DOI: 10.4085/1062-6050-0649.23 ISSN: 1938-162X

People With Patellofemoral Pain Have Bilateral Deficits in Physical Performance Regardless of Pain Laterality

Marina C. Waiteman, Ronaldo V. Briani, Helder S. Lopes, Matheus H. Maiolini Ducatti, Gleison G.M. da Silva, David M. Bazett-Jones, Fábio M. de Azevedo
  • Physical Therapy, Sports Therapy and Rehabilitation
  • Orthopedics and Sports Medicine
  • General Medicine



People with patellofemoral pain (PFP) may have lower performance during the forward step-down and single-leg hop with their painful (unilateral complaints) or most painful (bilateral complaints) limb when compared to pain-free controls. Yet, no study has investigated the appropriateness of using the pain-free/less painful limb as a reference standard in clinical practice or whether deficits might be present depending on the laterality of pain.


To compare performance scores and proportion of side-to-side limb symmetry during the forward step-down and single-leg hop tests among people with unilateral and bilateral PFP, and pain-free controls.


Cross-sectional study



Patients or Other Participants

Fifty-two young adults (18-35 years old) with unilateral PFP, 72 with bilateral PFP, and 76 controls.

Main Outcome Measure(s)

Group-by-limb interactions on the performance during the step- down (repetitions) and hop test (distance [cm] normalized by the limb length) were investigated using a repeated-measures analysis of covariance controlling for sex. Pairwise comparisons were interpreted using effect sizes. A Chi-square test was used to compare the proportion of symmetry/asymmetry (cutoff point of ≥ 90% for symmetries indices) across groups and tests.
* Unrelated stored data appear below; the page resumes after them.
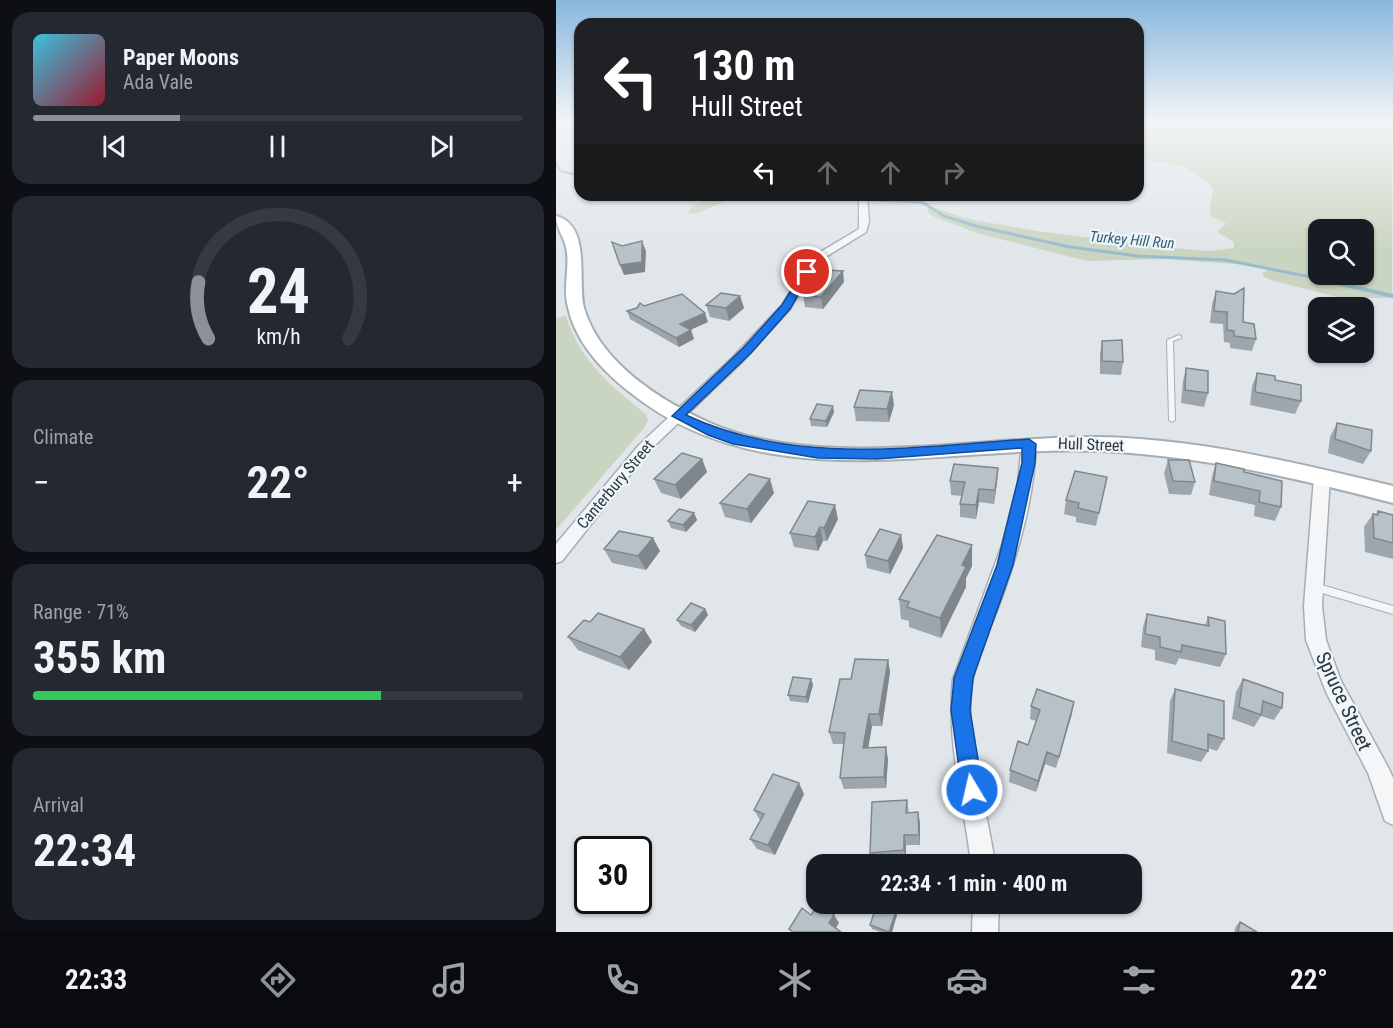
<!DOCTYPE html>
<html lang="en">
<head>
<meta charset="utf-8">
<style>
	:root { --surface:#171b24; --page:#242831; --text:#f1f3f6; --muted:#9ea1a6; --line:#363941; --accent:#8c9099 }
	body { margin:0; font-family:"Roboto Condensed",sans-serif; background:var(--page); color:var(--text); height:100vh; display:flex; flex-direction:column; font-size:22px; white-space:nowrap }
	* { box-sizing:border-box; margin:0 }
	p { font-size:20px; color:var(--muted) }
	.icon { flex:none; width:33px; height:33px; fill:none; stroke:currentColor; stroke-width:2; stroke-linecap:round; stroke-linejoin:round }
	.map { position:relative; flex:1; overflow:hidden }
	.drawer { display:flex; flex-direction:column; gap:12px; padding:12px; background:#0d0f14; width:556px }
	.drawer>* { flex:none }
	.hud { position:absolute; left:18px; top:18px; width:570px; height:183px; border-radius:18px; box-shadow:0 2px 4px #0004; background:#202124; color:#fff; overflow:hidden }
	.tools { position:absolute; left:752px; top:219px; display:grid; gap:12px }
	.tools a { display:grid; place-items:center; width:66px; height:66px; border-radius:12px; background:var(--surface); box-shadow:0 2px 4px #0004; font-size:30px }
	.speed { position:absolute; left:18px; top:836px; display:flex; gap:12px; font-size:30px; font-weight:700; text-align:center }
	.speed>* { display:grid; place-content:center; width:78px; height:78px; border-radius:50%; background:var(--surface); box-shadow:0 2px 4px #0004; line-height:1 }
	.speed .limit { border:3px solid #111; border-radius:9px; background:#fff; color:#111 }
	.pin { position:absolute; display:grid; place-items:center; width:51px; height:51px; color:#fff; margin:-26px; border:3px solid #fff; border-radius:50%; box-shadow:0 2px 6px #0007 }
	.me { position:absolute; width:66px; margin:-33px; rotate:351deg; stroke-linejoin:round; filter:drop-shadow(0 0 4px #0008) }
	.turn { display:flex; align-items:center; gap:21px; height:126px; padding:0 18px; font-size:27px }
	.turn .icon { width:78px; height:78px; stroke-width:2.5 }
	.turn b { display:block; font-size:42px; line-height:51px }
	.lanes { display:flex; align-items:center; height:57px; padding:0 18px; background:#0003; justify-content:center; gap:30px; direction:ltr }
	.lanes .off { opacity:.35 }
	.big { font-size:45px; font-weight:700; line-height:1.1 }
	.drawer .widget { flex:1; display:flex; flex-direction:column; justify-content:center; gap:9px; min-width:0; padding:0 21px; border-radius:18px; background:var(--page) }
	.drawer .dial { align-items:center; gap:0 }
	.dial svg { height:156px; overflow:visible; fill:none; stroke:var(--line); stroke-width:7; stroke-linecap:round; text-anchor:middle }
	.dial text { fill:var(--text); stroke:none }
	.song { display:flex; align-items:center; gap:18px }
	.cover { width:72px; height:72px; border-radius:9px; background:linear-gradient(135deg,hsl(190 70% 55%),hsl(350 70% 35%)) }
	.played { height:6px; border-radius:3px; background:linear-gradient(90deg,var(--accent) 30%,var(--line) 30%) }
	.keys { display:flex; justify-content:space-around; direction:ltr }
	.heat { display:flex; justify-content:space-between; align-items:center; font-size:33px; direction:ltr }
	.charge { height:9px; border-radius:4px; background:linear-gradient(90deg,#34c759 71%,var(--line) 0) }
	.trip { position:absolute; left:250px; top:854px; width:336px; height:60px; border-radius:18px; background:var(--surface); box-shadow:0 2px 4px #0004; font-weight:700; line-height:60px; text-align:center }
	.tabs { display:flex; height:96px; justify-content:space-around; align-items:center; background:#090b0e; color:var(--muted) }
	.tabs .icon { width:42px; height:42px }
	.tabs .selected { color:var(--accent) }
	.tabs b { font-size:27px; color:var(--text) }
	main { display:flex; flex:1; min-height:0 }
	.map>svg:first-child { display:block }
	.green { fill:#cad5c1; fill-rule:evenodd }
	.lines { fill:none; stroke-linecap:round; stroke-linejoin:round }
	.stream-far2 { stroke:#99bccd; stroke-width:2 }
	.stream-far1 { stroke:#99bccd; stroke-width:3 }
	.stream { stroke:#99bccd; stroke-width:4 }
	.lane-casing { stroke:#a6aeb5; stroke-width:2 }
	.street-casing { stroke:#a6aeb5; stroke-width:3 }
	.secondary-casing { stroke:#a6aeb5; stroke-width:4 }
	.lane { fill:#f4f6f8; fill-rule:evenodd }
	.street { fill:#f4f6f8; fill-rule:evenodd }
	.secondary { fill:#fff; fill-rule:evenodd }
	.wall { fill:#9da6ac }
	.shaded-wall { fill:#80878c }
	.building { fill:#b7c1c8; stroke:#80878c; stroke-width:1.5 }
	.route { fill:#1a73e8; stroke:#114b97; stroke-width:1.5 }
	.labels { text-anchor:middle; stroke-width:4.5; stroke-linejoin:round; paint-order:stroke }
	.far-water-label { font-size:15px; font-style:italic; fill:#2f5f7a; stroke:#f0f5f8 }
	.street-label { font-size:16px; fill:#283743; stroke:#f0f5f8 }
	.near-street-label { font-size:20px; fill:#283743; stroke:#f0f5f8 }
</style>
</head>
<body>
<main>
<section class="drawer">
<div class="widget">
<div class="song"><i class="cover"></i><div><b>Paper Moons</b><p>Ada Vale</p></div></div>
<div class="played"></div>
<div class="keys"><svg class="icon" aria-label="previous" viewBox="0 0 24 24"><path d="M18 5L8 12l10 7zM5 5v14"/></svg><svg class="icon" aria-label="pause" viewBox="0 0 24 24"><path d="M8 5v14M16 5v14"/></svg><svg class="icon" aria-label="next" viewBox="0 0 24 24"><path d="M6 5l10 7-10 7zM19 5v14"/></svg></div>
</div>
<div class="widget dial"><svg viewBox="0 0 100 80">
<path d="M14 69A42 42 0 1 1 86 69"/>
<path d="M14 69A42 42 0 0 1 9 40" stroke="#8c9099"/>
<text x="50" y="56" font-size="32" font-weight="700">24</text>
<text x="50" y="72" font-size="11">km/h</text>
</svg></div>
<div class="widget"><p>Climate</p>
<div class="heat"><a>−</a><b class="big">22°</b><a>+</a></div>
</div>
<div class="widget"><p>Range · 71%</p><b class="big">355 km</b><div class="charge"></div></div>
<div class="widget"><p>Arrival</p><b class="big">22:34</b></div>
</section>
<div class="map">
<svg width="837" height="932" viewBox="0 0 837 932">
	<rect width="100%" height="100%" fill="#e1e6ea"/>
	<path class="green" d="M582 121H836V298H785L718 281 708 277 706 273 712 270 693 265 607 259 531 261 424 234 378 217 372 212 371 205 412 219 481 231 605 247 654 251 678 248V242L661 232 670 223 656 217 654 210 657 188C630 161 618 164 582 160ZM762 230H807V274H762Z
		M148 195H165L167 202 139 214 131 213 138 205 149 200Z
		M10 316C23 359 55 387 90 414L92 420 88 428 0 530V318Z"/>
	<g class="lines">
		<path class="stream-far2" d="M0 164 5 171 24 176"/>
		<path class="stream-far1" d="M272 195 296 199
			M317 200 366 202 388 216 420 226 514 247 582 256 669 260 765 279"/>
		<path class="stream" d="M759 278 837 296"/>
		<g class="lane-casing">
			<path id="lane" d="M623 335 625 336V338L617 341 619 420 616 422 613 420 611 340Z
				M759 583 837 606V614L756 590 755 587 756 584Z"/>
		</g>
		<g class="street-casing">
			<path id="street" d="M303 195H311L313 221 310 232 263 261 234 309 185 363 93 451 6 561 0 563V544L83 445 177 357 226 305 256 257 303 229Z
				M473 439 480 444C478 498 463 550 445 600 435 626 422 651 417 678 406 738 431 804 439 864H415C408 802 390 742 397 679L446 545 462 482 466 444Z
				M766 472 774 477 766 606 770 640 785 681 833 769 837 778V825L829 821 812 773 770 692 750 640 748 606 758 477Z
				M417 903H443L442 932H416Z"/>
		</g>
		<g class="secondary-casing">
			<path id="secondary" d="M0 216C36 225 21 282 28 308 44 363 105 401 154 423 263 471 422 436 540 437 640 438 740 463 837 486V503C741 478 644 456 545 451 384 444 210 503 71 390 45 369 19 341 12 307 7 289 13 271 11 253 10 238 0 230 0 216Z"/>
		</g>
		<use href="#lane" class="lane"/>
		<use href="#street" class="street"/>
		<use href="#secondary" class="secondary"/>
	</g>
	<path class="wall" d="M288 282 267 309 249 307 247 295Z
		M660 291 687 322 700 339 696 351 674 348V343L668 342 667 324 654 323 656 304Z
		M184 296 188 308 173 321 154 317 150 305Z
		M88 306 152 322 134 330 138 339 123 347 74 319 71 311Z
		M546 341 567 362 565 375 544 374V354Z
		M630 368 652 393 648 407 625 403 627 381Z
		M701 373 719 380 745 401 739 414 694 405 696 386Z
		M338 405 333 422 300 421 298 407Z
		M278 412 271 427 255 426 254 419Z
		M781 423 815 451 807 464 772 453 774 437Z
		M146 459 151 472 125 499 105 493 98 479Z
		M612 460 639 482 635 495 613 494 608 473Z
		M660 463 688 472 725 507 719 521 698 516 699 505 653 495 656 476Z
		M442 468 441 482 438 504 423 502 420 519 404 517V504L406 496 395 495 394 481Z
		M551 477 540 526 520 522V517L508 514 510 500Z
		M218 493 195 523 169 517 164 503Z
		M822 511 837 515V559L809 552 808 527 817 514H820Z
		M138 513 141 520 130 532 115 528 112 521Z
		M282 519 271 541H267L262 551 238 547 234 533Z
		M345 535 347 548 334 574 311 568 309 555Z
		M416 545V566L410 578V587L385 638 353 627V621L345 619 343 599Z
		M48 549 104 551 90 570 56 563Z
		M149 609 152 615 139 632 125 626 121 620Z
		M591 614 649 625 652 617 670 654 664 667 623 658 620 665 599 660V650L585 647 587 627Z
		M34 622 88 629 96 642 73 670 22 650 12 637Z
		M332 660 334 672 326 726H316L312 748 332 759 330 788 288 789 284 778 288 744H277L273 732 295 679Z
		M255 679 257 685 252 703 234 701 232 695Z
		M687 679 726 708 718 720 705 716 698 727 676 719 680 692Z
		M619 689 668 739 661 751 652 748V751L645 762 611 753 614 701Z
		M518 702 500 768 489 764 480 792 453 782 454 770 472 745 480 721 474 719 475 706Z
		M248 794 219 855 201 849 194 839 204 820 198 810Z
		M351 800 353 813 362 812 364 823V845H350V860L318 863 314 853Z
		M445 903H462L461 914 445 911Z
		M340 911 341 915 336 932H324L316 929 314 925Z
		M684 922 701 932H678L680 926Z"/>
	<path class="shaded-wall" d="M1 121H14L3 125Z
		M86 241 90 251 89 272 68 275 64 265Z
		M287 271 288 282 267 309 265 297Z
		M184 296 188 308 173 321 170 308Z
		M149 313 152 322 127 333 124 324Z
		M135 330 138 339 123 347 120 338Z
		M336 392 338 405 333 422 331 409Z
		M277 406 278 412 271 427 270 421Z
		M146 459 151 472 125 499 119 485Z
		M442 468 441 482 438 504 439 490Z
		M214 479 218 493 195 523 191 509Z
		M423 489V502L420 519V505Z
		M279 505 282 519 271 541 268 528Z
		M138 513 141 520 130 532 127 525Z
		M264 527 267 541 262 551 259 537Z
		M345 535 347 548 334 574 332 561Z
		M97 538 104 551 90 570 82 556Z
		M416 545V566L410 578V587L385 638 384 618 406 565Z
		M149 609 152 615 139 632 135 625Z
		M88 629 96 642 73 670 64 657Z
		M332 660 334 672 326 726 323 714Z
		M255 679 257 685 252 703 250 697Z
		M518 702 516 714 500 768Z
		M313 714 316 726 310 760 307 748Z
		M330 747 332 759 330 788 328 777Z
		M491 752 489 764 480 792 482 781Z
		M243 783 248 794 219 855 212 845Z
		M362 812 364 823V845L363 835Z
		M348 835 350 845V860L348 850Z
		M340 911 341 915 336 932H333Z
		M278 915 283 923 278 931 273 923Z"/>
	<path class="building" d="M86 241V262L64 265 56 242 66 246Z
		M269 270 287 271 265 297 247 295Z
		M688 288 687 322 698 324 700 339 678 336V331L671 330V312L658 311 660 291 678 294Z
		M165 293 184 296 170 308 150 305Z
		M126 294 149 313 124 324 135 330 120 338 71 311 81 308 84 303 88 306Z
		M566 340 567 362 546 361V341Z
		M630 368 652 371V393L629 390Z
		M701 373 719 376V380L745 385V401L699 392Z
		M304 390 336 392 331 409 298 407Z
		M261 404 277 406 270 421 254 419Z
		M781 423 816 430 815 451 779 439Z
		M126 453 146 459 119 485 98 479Z
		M612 460H633L639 482 617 481Z
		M660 463 688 469V472L726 481 725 507 703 502 704 491 658 481Z
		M398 464 442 468 439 490 423 489 420 505 404 504 409 482 394 481Z
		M519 471 551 477 543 513 522 508 523 503 510 500Z
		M193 474 214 479 191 509 164 503Z
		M252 501 279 505 268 528 264 527 259 537 234 533Z
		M123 509 138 513 127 525 112 521Z
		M822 511 837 515V543L818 538 817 514 822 515Z
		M324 529 345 535 332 561 309 555Z
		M63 531 97 538 82 556 48 549Z
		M381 535 416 545 406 565 410 567 384 618 351 607 353 602 343 599Z
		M135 603 149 609 135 625 121 620Z
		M42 613 88 629 64 657 12 637 28 620 34 622Z
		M591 614 653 626 652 617 669 621 670 654 626 645 625 652 604 647V637L589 634Z
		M299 659 332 660 323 714H313L307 748 330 747 328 777 284 778 289 733 273 732 284 679H295Z
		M237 677 255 679 250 697 232 695Z
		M687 679 727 693 726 708 707 701 705 715 683 707Z
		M481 689 518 702 503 757 491 752 482 781 454 770 462 741 472 745 484 710 475 706Z
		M619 689 668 701V739L652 734V751L616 741Z
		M217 774 243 783 212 845 194 839 208 814 198 810Z
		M351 800 350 813 362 812 363 835H348V850L314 853 316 802Z
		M445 903H462V910L445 907Z
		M263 904 278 915 273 923 285 932H237L233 929 246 908 255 915Z
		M321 904 340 911 333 932 314 925Z
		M684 922 701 932H682Z"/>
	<linearGradient id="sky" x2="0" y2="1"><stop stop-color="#88b7dd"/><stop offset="0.48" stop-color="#f2f4f6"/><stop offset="1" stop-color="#f2f4f6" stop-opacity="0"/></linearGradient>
	<rect width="837" height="252" fill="url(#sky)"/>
	<path class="route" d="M248 270 255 272 234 309 195 353 130 415C238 466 358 447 473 439L480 444 479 463 457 565 417 678 414 710 427 790 424 797 416 800 409 797 406 790 395 710 398 678 441 565 466 463V448L321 459 262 458 177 444 152 435 116 416 187 348 226 305Z"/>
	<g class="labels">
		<g class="far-water-label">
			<text transform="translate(576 240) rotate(5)" y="5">Turkey Hill Run</text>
		</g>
		<g class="street-label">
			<text transform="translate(535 444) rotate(2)" y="6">Hull Street</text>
			<text transform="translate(59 484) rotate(-50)" y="6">Canterbury Street</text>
		</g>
		<g class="near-street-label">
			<text transform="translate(788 701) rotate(65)" y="7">Spruce Street</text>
		</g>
	</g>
</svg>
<div class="tools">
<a><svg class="icon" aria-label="search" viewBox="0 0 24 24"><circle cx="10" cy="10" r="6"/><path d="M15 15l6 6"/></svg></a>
<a><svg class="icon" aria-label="layers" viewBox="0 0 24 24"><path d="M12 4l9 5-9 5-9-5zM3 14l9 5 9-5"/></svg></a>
</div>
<div class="speed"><div class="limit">30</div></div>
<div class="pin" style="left:251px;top:272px;background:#d93025"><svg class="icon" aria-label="arrive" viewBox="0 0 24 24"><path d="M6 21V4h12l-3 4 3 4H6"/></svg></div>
<svg class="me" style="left:416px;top:790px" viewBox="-20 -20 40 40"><circle r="17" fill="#1a73e8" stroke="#fff" stroke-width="3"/><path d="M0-11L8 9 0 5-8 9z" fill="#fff"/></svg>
<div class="trip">22:34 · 1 min · 400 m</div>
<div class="hud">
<div class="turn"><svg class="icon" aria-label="left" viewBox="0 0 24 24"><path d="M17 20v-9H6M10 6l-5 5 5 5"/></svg><div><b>130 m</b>Hull Street</div></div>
<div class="lanes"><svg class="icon" aria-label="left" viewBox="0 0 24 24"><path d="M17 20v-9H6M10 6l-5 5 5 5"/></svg><svg class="icon off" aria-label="ahead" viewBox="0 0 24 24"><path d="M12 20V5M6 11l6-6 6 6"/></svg><svg class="icon off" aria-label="ahead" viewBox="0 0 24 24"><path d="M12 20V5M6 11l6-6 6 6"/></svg><svg class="icon off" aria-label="right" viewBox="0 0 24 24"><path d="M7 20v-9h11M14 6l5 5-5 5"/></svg></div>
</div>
</div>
</main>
<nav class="tabs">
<b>22:33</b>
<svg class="icon selected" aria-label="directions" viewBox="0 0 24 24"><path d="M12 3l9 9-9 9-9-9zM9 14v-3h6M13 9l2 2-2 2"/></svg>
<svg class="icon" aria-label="music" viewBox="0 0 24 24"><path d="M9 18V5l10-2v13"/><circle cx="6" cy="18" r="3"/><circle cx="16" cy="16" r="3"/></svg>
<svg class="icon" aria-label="phone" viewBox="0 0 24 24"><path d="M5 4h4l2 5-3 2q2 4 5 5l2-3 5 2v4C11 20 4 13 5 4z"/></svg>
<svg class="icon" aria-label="climate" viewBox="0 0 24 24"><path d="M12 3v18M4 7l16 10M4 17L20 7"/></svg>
<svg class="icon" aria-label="car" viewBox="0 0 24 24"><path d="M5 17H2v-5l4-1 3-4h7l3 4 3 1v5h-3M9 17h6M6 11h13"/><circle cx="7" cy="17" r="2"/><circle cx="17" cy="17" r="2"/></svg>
<svg class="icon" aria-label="filters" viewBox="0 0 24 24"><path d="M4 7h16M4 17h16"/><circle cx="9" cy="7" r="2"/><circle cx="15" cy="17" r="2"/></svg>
<b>22°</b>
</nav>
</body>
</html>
Main effects for groups (small-to-medium effects) but not limbs indicated lower performance of both limbs of individuals with unilateral and bilateral PFP compared to controls during forward step-downs and single-leg hop tests. No significant differences for the proportion of symmetry/asymmetry were identified across groups (p ≥ 0.05), which further suggests an impaired physical performance of the contralateral limb.


Our results indicate bilateral deficits in the physical performance of people with unilateral and bilateral PFP when compared to pain-free controls during the forward step-down and single-leg hop tests. Limb symmetries indices greater than 90% should be interpreted with caution, as they may overstate the physical performance by not assuming bilateral deficits.